More MS news articles for Aug 2001

A wedding in Berlin for two beaming brides

As German same-sex couples enjoy a new federal law, Britain becomes increasingly isolated in a Europe of gay marriages,4273,4232258,00.html

Thursday August 2, 2001
Kate Connolly in Berlin

"Ladies and Gentleman, the bride ... and bride," the register office official said as the happy couple emerged, to resounding applause, from exchanging their vows.

Gudrun Pannier and Angelika Baldow, dressed in matching tuxedos, beamed as they dug a knife into a three-tiered cake topped with the marzipan figures of two brides.

The guests and gay rights activists gathered outside the of Schöneberg district town hall in Berlin yesterday morning were outnumbered by journalists eager to witness Germany's first gay marriage ceremony.

The gay marriage law which came into force yesterday allows same-sex couples to register their partnerships and share a surname.

It puts them on the same footing as heterosexual couples in respect of health insurance, tenancy, inheritance and welfare benefits. If they wish to split up they will have to go through a divorce, and one may be obliged to pay maintenance to the other.

Thousands of couples plan to marry in the first few days of its coming into effect.

The law brings Germany more into line with half a dozen European countries which already allow gay marriage.

Its same-sex couples have not gained as much equality as couples in the Netherlands, who won the right three months ago to adopt children, and have the same taxation rights as heterosexuals.

But the law puts Germany well ahead of Britain and Italy, the biggest European countries which have yet to offer legal recognition of gay partnerships.

Gudrun and Angelika, both 36, said the law made them feel almost completely accepted by society for the first time.

"We've waited six years for the law to change,and it has finally allowed us the legal access to civil rights, so that we can be accepted as any other couple," Gudrun said.

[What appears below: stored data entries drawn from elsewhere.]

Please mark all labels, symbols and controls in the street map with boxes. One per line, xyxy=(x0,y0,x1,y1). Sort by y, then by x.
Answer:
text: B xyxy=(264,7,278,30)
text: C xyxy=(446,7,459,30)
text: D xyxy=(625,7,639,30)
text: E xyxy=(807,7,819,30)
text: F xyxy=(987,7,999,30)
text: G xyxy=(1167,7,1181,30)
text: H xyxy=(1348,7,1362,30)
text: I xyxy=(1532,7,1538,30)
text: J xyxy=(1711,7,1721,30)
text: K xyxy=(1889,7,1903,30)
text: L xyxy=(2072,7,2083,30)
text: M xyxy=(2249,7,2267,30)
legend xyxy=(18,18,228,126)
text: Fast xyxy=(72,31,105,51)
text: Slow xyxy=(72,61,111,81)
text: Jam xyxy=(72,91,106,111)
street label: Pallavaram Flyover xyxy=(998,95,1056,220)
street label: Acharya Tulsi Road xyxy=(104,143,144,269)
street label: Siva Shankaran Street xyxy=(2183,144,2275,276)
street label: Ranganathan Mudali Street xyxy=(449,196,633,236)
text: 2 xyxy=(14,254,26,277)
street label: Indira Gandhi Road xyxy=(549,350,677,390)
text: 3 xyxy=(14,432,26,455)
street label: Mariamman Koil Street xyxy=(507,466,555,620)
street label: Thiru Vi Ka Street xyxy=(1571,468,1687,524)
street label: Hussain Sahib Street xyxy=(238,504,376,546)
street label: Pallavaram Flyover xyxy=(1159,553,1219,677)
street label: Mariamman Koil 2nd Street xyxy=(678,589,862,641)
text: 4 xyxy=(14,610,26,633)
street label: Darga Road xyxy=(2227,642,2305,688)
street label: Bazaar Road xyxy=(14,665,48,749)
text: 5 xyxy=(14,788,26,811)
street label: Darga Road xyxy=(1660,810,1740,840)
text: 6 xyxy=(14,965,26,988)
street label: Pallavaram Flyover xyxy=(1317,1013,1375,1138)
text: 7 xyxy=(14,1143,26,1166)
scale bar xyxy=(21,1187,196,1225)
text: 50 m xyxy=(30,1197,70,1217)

Angelika added: "It's only the beginning, but it gives us a good platform to fight for full rights."

The couple met after Angelika advertised in a lonely hearts' column. She has multiple sclerosis, and needs a wheelchair. They live in Schöneberg, which is known as Berlin's gay capital. A plaque commemorating the gays murdered by the Third Reich stands close to the house where the British writer Christopher Isherwood lived with WH Auden in the late 1920s.

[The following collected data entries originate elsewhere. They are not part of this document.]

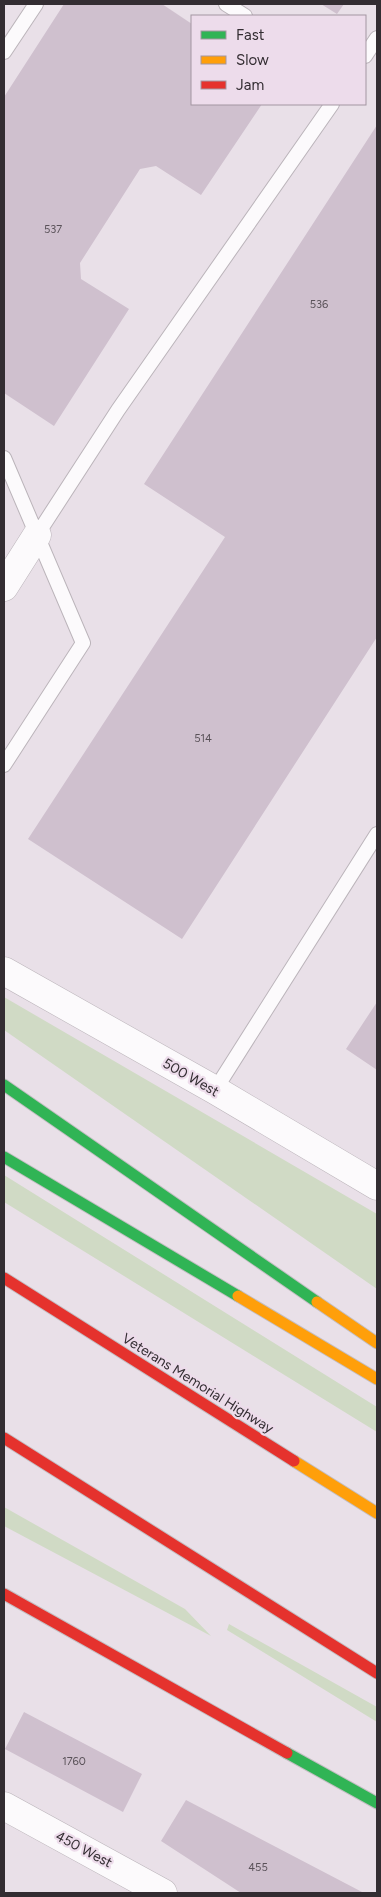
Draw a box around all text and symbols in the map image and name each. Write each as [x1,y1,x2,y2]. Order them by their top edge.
legend [191,15,366,105]
text: Fast [236,26,265,44]
text: Slow [236,51,269,69]
text: Jam [236,76,264,94]
house number: 537 [44,223,62,236]
house number: 536 [310,298,328,311]
house number: 514 [194,732,212,745]
street label: 500 West [160,1055,222,1100]
street label: Veterans Memorial Highway [119,1330,277,1437]
house number: 1760 [62,1755,86,1768]
street label: 450 West [53,1827,115,1871]
house number: 455 [248,1861,268,1874]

Outside the town hall activists demonstrated for a more radical law with banners saying: "All or nothing".

In Munich, the capital of Bavaria, gays demonstrated in front of the town hall against the state's attempts to block the law. Bavaria and the eastern state of Saxony have so far been unsuccessful in their attempts to persuade the federal constitutional court to rule against it.

But as the law went into effect it did not escape fierce criticism from some conservatives, who said gay partnerships undermined traditional family values.

"This is constitutionally highly questionable," said Rupert Scholz, head of parliament's legal committee.

Sipping champagne, one of the happy mothers of the brides, Erika Pannier, 75, hailed her daughter's marriage as a groundbreaking day for German democracy.

"When I was young gay people had to keep their sexuality under wraps, and those who were discovered were persecuted, imprisoned and even sent to their death by the Nazis," she said. "It's taken a long time to get where we are today, but we've finally arrived."